Credit: Laura Marshall/NPG

Inhibition of kynurenine-3-monooxygenase (KMO) could be a novel treatment approach for multiple organ dysfunction syndrome (MODS) in acute pancreatitis, according to a new study published in Nature Medicine. The findings showed that a small-molecule inhibitor of KMO protected against extrapancreatic tissue injury to the lung, kidney and liver in an in vivo experimental model of acute pancreatitis with MODS (AP-MODS).

Acute pancreatitis is a common and serious condition, with sudden onset of inflammation of the pancreas as a result of a number of causes, most frequently excess alcohol consumption or gallstones. “Although the local complications of the disease in the pancreas are important, the main factor that determines clinical outcome is the development of MODS, particularly affecting the lungs and kidneys,” says first author Damian Mole, University of Edinburgh, UK. “About 1 in 4 persons with acute pancreatitis will develop MODS and need critical care,” he adds.

Previous work had identified the kynurenine pathway of tryptophan metabolism as an important contributor to the development of MODS within the context of acute pancreatitis. In the new study, the researchers built on this work by exploring the role of KMO, a key enzyme in the tryptophan metabolism pathway that metabolizes kynurenine, in AP-MODS.

Acute pancreatitis is a common and serious condition...

The investigators created a mouse that lacked KMO activity in all tissues and used this mutant mouse to examine kynurenine metabolism pathways, revealing that KMO was the key enzyme that determines the metabolic fate of kynurenine.Interestingly, lack of KMO activity in the context of experimental acute pancreatitis (induced by injection of taurocholate into the biliopancreatic duct during laparotomy) protected against lung, liver and kidney injury (assessed by TUNEL and histological assays, among others). No difference in the level of pancreatic injury (necrosis, interlobular oedema, inflammatory cell infiltrates) was observed between Kmonull and wild-type control mice after induction of acute pancreatitis.

A medicinal chemistry strategy identified the oxazolidinone GSK180 as a potent and specific inhibitor of KMO; X-ray crystallography confirmed the binding of the inhibitor in the KMO active site. Crucially, therapeutic administration of GSK180 in a rat model of AP-MODS protected against injury to the lung, liver and kidneys; untreated rats had higher levels of lung, liver and kidney damage.

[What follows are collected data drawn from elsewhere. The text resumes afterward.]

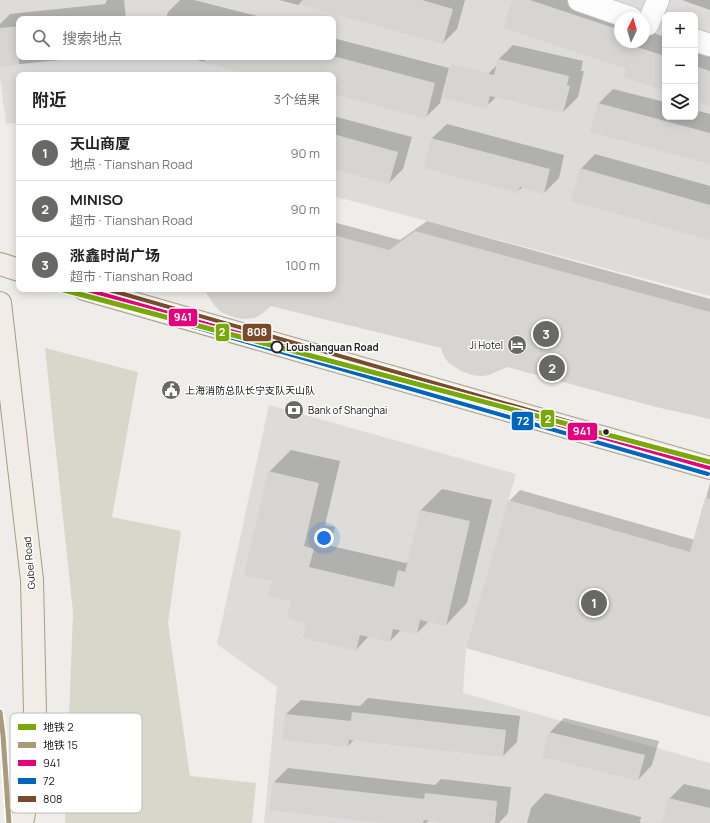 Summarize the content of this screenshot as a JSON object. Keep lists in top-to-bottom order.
{
  "streets": {
    "main road": ["Gubei Road"]
  },
  "places": {
    "hotel": ["Ji Hotel"],
    "other": ["Loushanguan Road"],
    "public building": ["上海消防总队长宁支队天山队"],
    "bank": ["Bank of Shanghai"]
  },
  "lines": [
    "metro line 2",
    "transit line 941",
    "transit line 808",
    "transit line 72",
    "metro line 15"
  ],
  "legend": [
    "地铁 2",
    "地铁 15",
    "941",
    "72",
    "808"
  ],
  "north": "top",
  "page": {
    "map_buttons": ["+", "−"],
    "search": "搜索地点",
    "heading": ["附近", "3个结果"],
    "list": [
      {
        "mark": "1",
        "name": "天山商厦",
        "note": "地点 · Tianshan Road",
        "value": "90 m"
      },
      {
        "mark": "2",
        "name": "MINISO",
        "note": "超市 · Tianshan Road",
        "value": "90 m"
      },
      {
        "mark": "3",
        "name": "涨鑫时尚广场",
        "note": "超市 · Tianshan Road",
        "value": "100 m"
      }
    ],
    "pins": ["3", "2", "1"]
  }
} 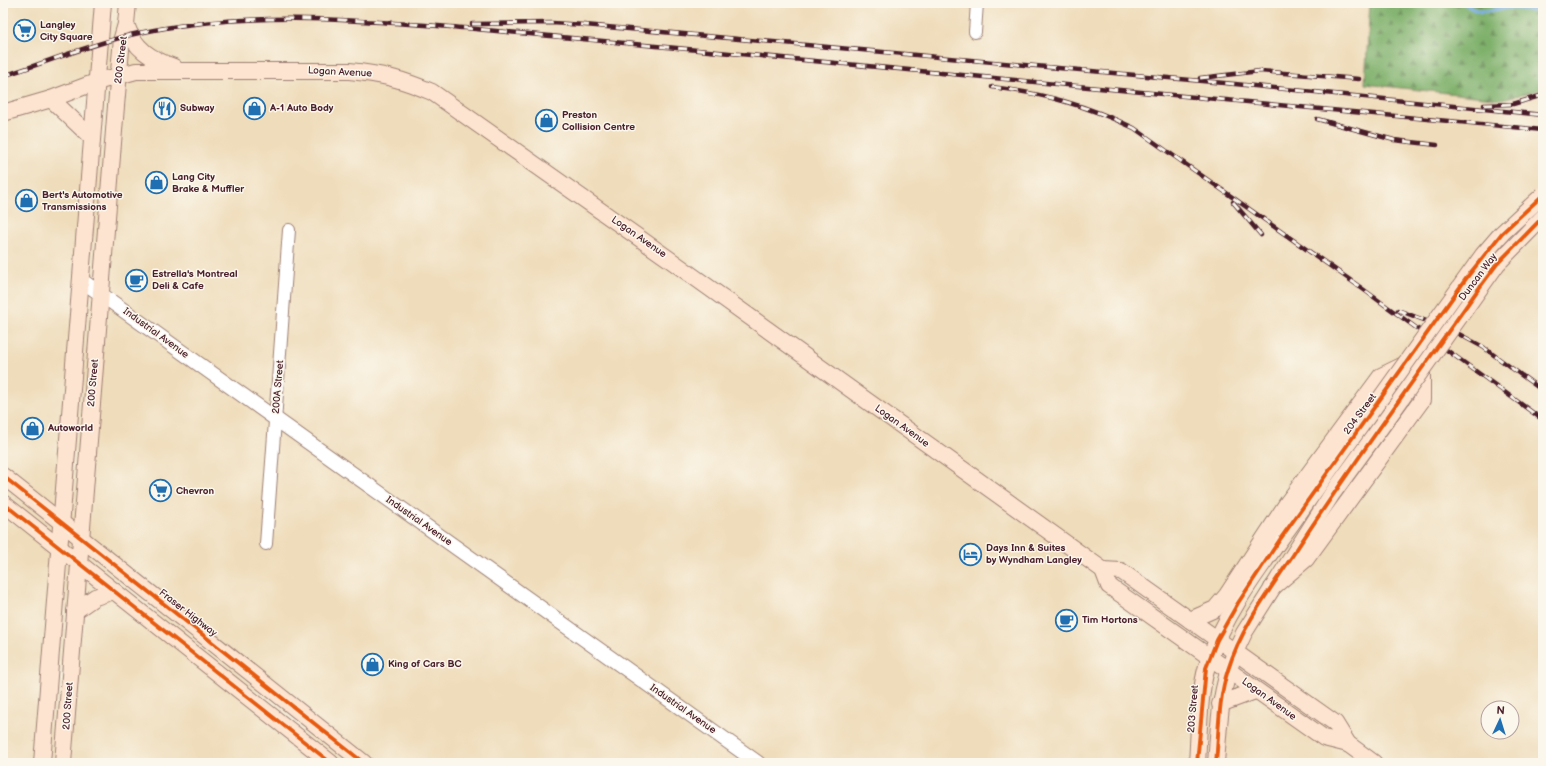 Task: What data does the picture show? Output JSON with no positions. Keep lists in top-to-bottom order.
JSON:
{
  "streets": {
    "main road": [
      "200 Street",
      "Logan Avenue",
      "204 Street",
      "Fraser Highway",
      "203 Street"
    ],
    "street": ["Duncan Way", "Industrial Avenue", "200A Street"]
  },
  "crossings": [
    ["200 Street", "Logan Avenue"],
    ["200 Street", "Industrial Avenue"],
    ["200 Street", "Fraser Highway"],
    ["Logan Avenue", "204 Street"],
    ["Logan Avenue", "203 Street"],
    ["Industrial Avenue", "200A Street"],
    ["204 Street", "203 Street"]
  ],
  "places": {
    "supermarket": ["Langley City Square", "Chevron"],
    "restaurant": ["Subway"],
    "shop": [
      "A-1 Auto Body",
      "Preston Collision Centre",
      "Lang City Brake & Muffler",
      "Bert's Automotive Transmissions",
      "Autoworld",
      "King of Cars BC"
    ],
    "cafe": ["Estrella's Montreal Deli & Cafe", "Tim Hortons"],
    "hotel": ["Days Inn & Suites by Wyndham Langley"]
  },
  "north": "top"
} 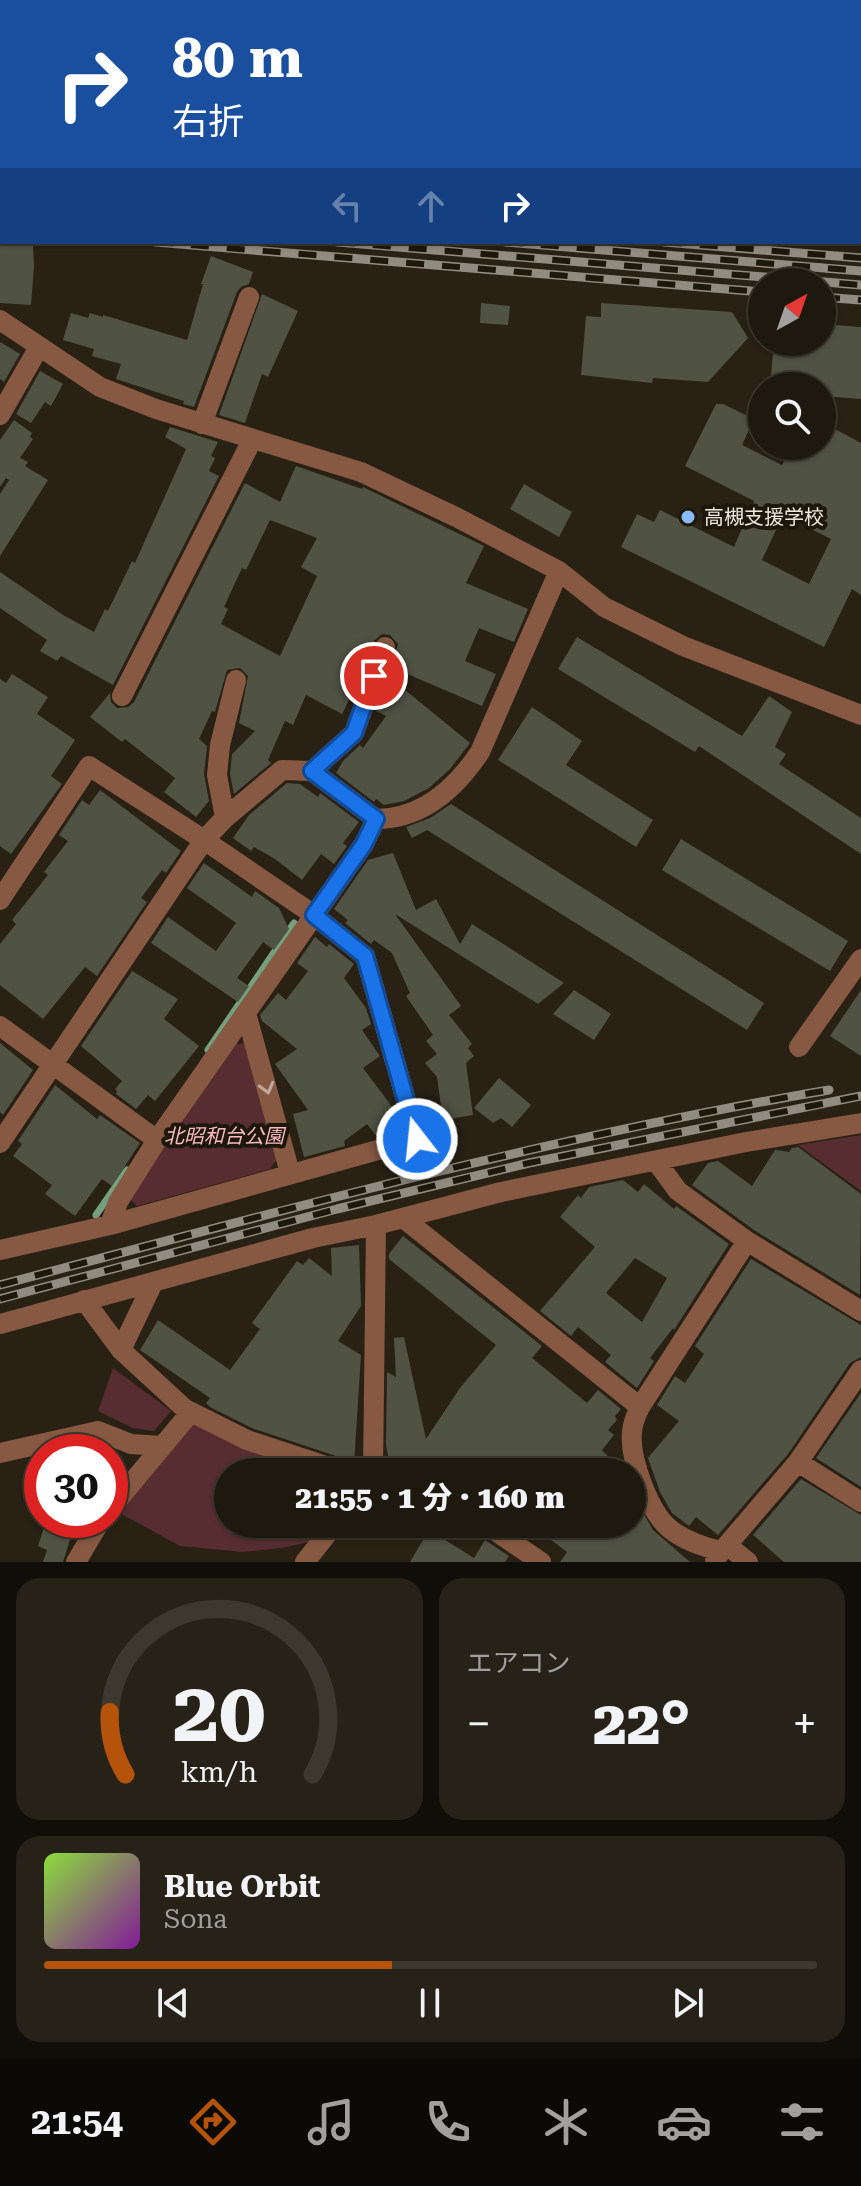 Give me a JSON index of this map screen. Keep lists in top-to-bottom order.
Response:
{
  "parks": ["北昭和台公園"],
  "places": ["高槻支援学校"],
  "north": "top right",
  "page": {
    "turn": ["80 m", "右折"],
    "limit": "30",
    "trip": "21:55 · 1 分 · 160 m",
    "tile": "エアコン",
    "heat": ["−", "22°", "+"],
    "song": ["Blue Orbit", "Sona"],
    "tabs": "21:54",
    "gauge": ["20", "km/h"]
  }
} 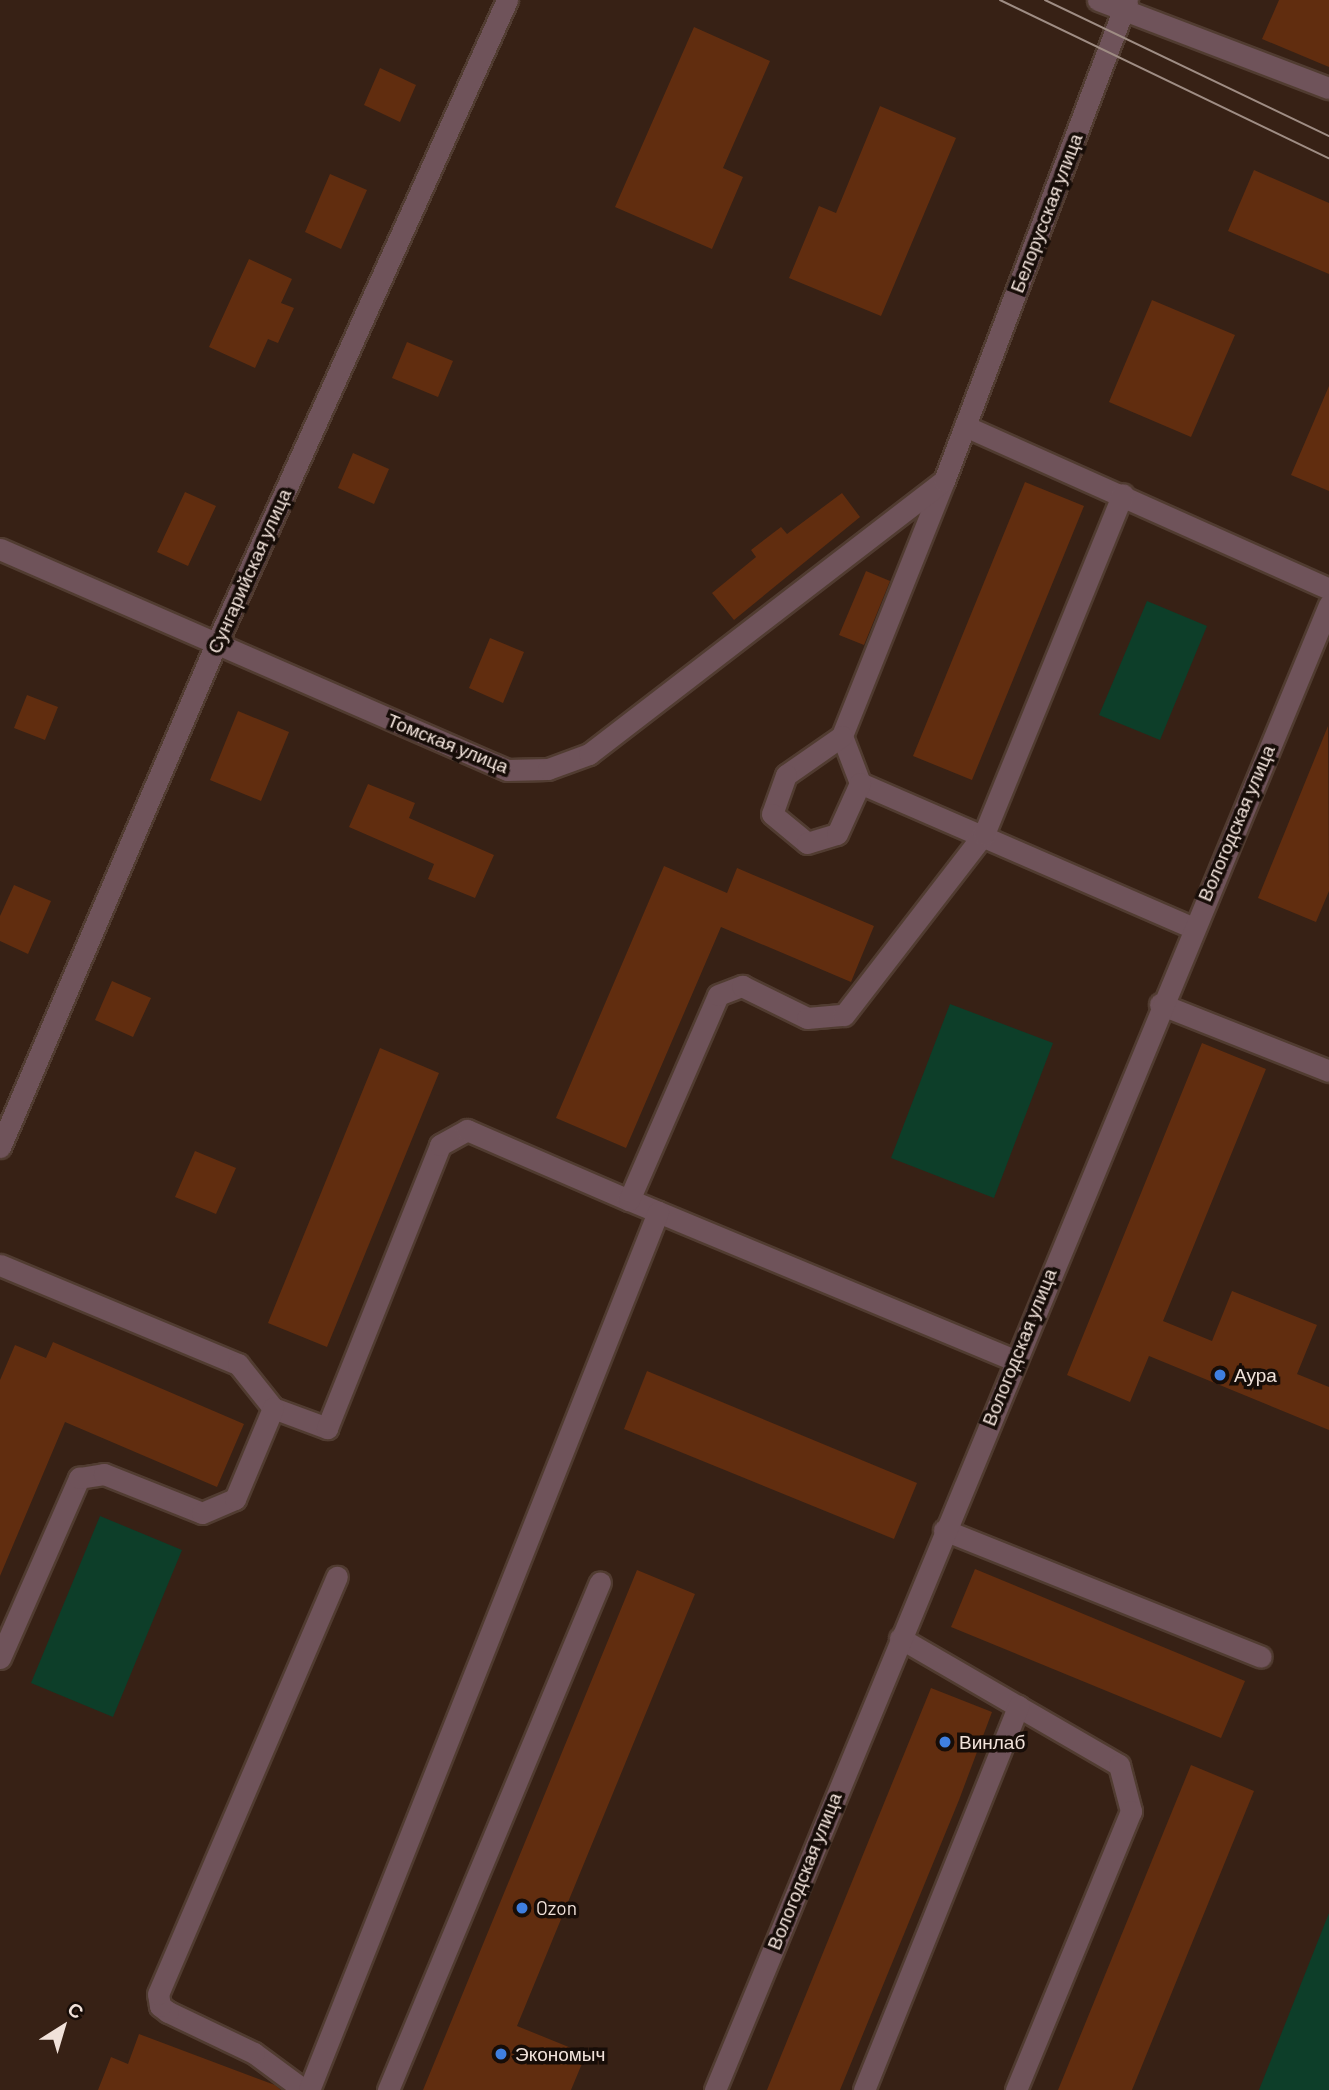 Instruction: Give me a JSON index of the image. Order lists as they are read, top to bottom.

“While these are exciting findings in rodent models, there is a lot to consider before this approach can be applied to humans,” says David Whitcomb (University of Pittsburgh, USA), who was not involved in this new study, citing selection of patients with acute pancreatitis for inclusion in clinical trials and timing of drug delivery as important factors. “Furthermore, human acute pancreatitis is highly heterogenous, and it is not clear that the mechanism of multiple organ failure is the same in everyone,” he cautions.

A similar sentiment is held by the investigators. “What we really need to do now is bridge the translation gap,” explains Mole. “In order to make an effective and robust translation into the clinic, we need to show further proof-of-concept that KMO is a rational and sensible strategy to pursue in human acute pancreatitis,” he concludes, which will be the major focus of future work.